TASK INSTRUCTIONS:
Your result should be every line of the records below that contains the word "symbols".

LISTED ENTRIES:
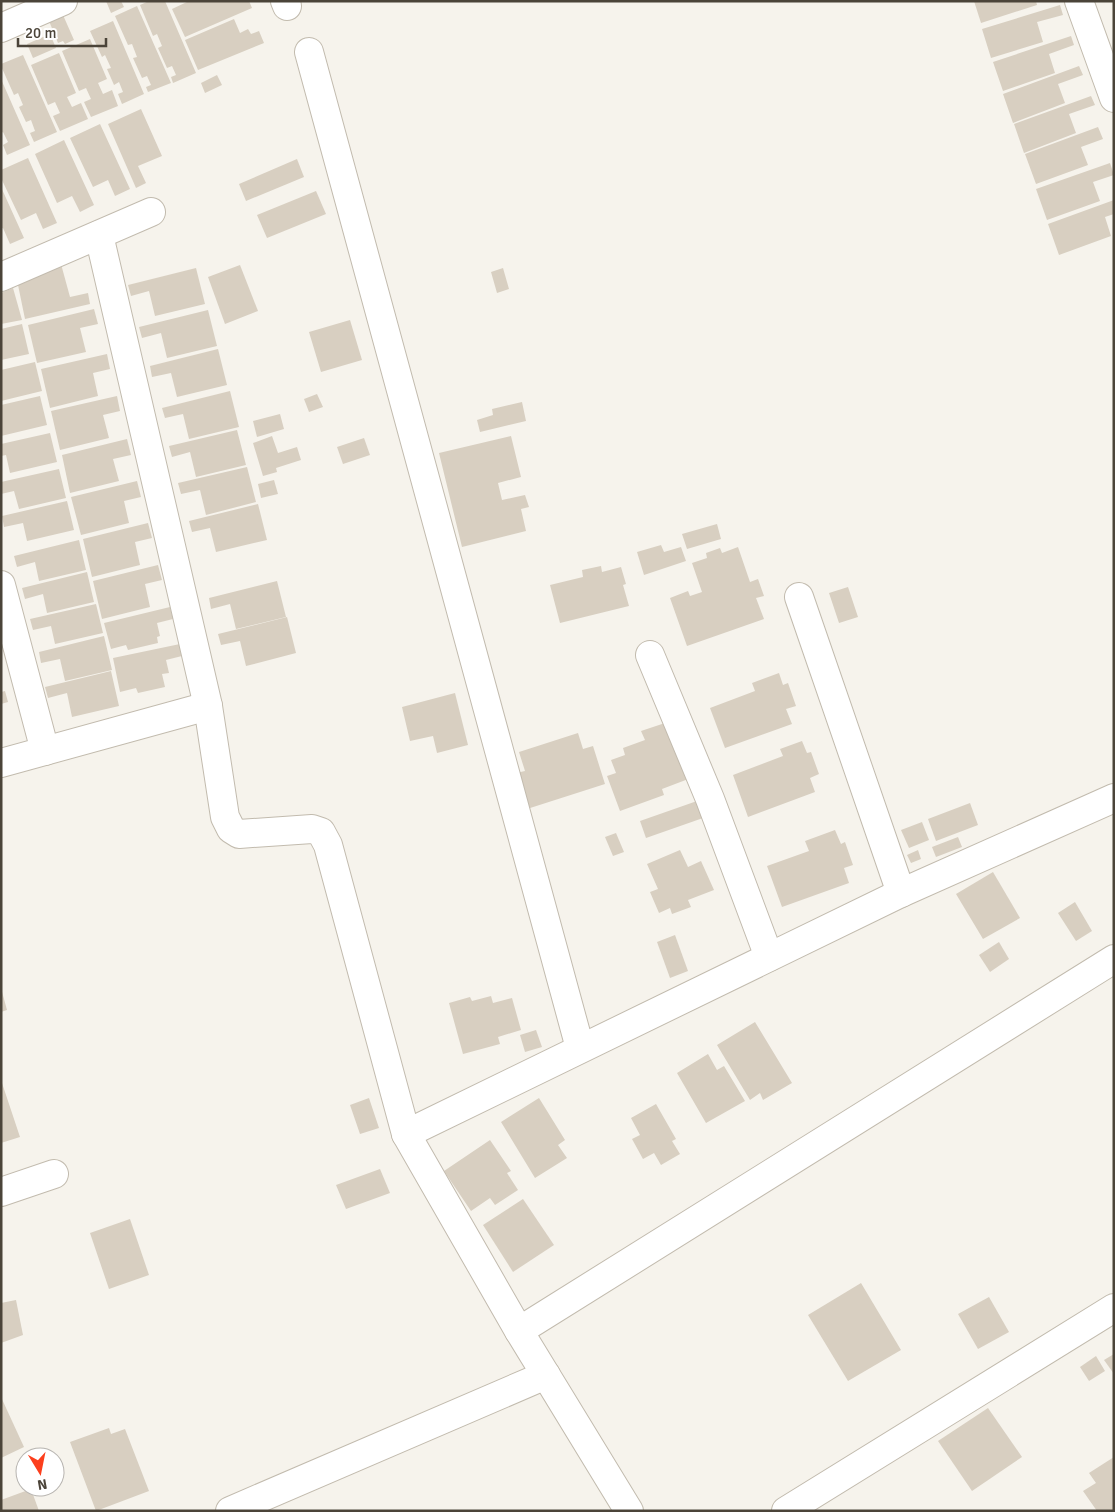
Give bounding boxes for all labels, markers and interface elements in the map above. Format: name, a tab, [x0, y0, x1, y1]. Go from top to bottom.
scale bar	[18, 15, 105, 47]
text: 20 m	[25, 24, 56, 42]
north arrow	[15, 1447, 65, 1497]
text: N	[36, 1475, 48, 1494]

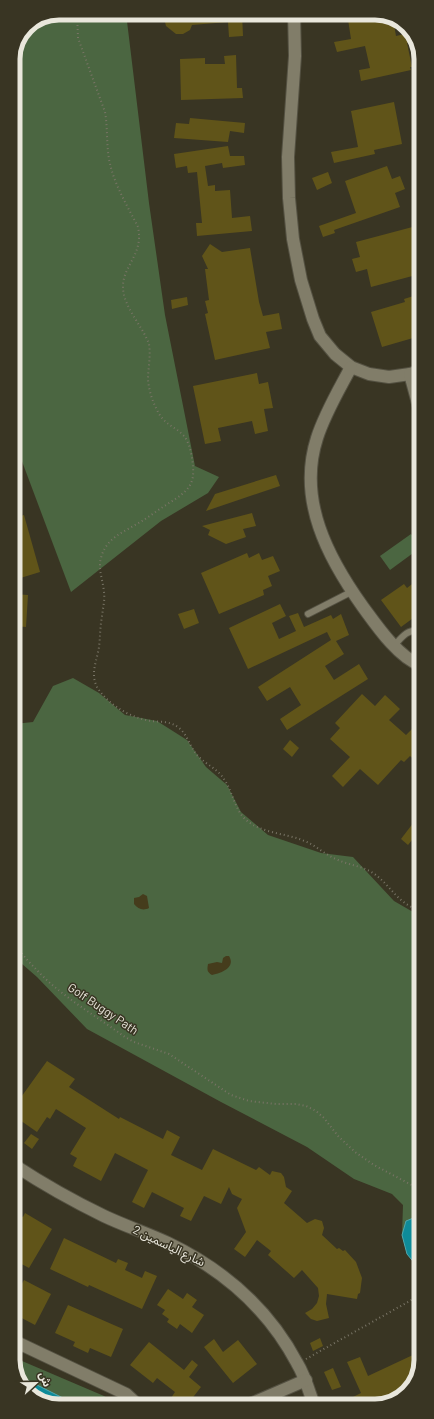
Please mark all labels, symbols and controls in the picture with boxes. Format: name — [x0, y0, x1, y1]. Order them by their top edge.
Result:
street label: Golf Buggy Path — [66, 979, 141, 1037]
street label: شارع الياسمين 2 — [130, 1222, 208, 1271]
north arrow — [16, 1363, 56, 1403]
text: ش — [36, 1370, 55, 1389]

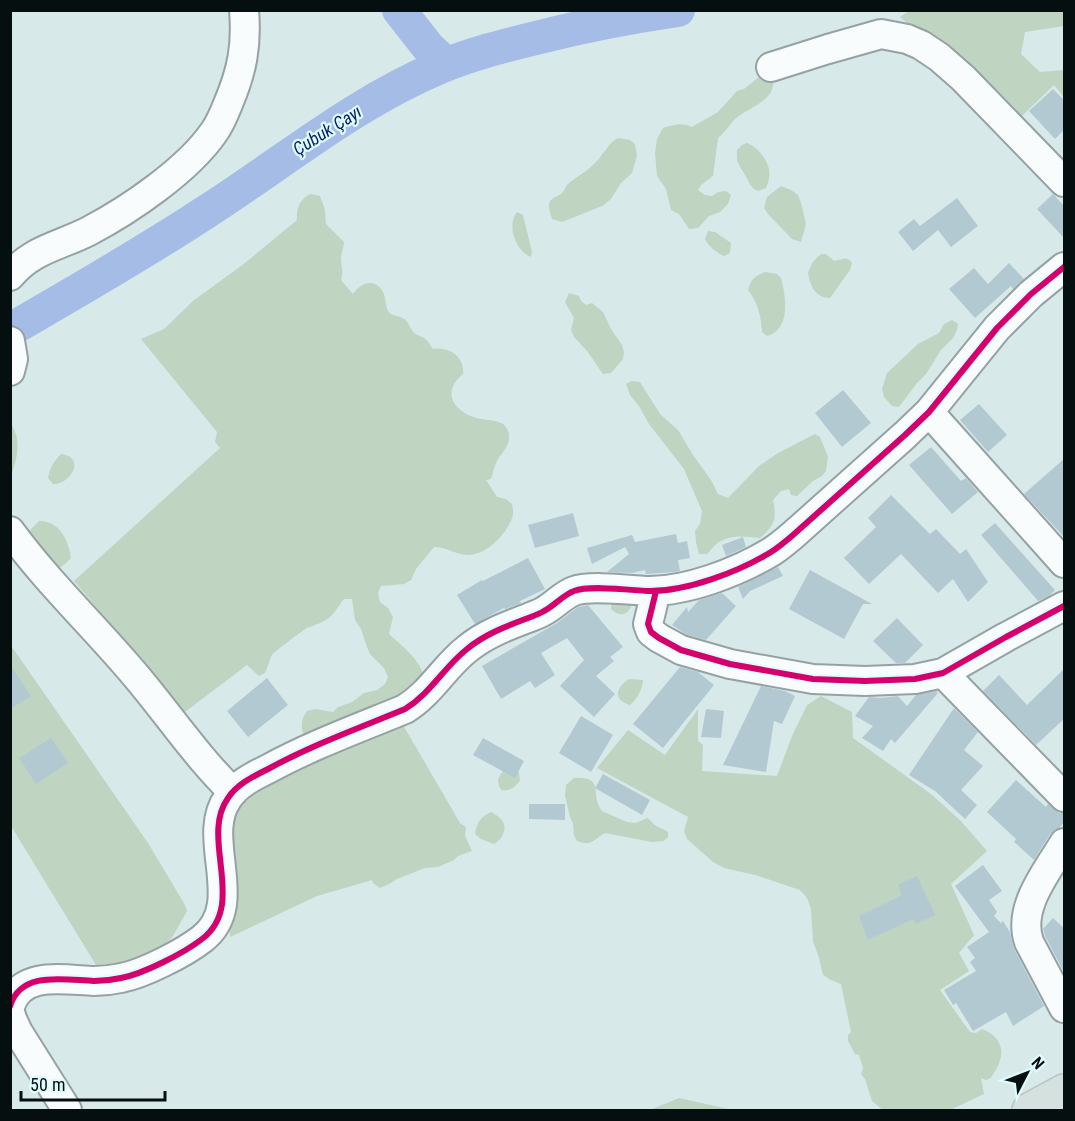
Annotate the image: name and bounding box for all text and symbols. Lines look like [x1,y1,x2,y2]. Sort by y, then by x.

EXERCISE ANSWER:
Please mark all labels, symbols and controls in the picture with boxes. Format: name — [x0, y0, x1, y1]. Order them by their top edge.
Annotate the image: name and bounding box for all text and symbols. Lines look like [x1,y1,x2,y2]. Sort by y, then by x.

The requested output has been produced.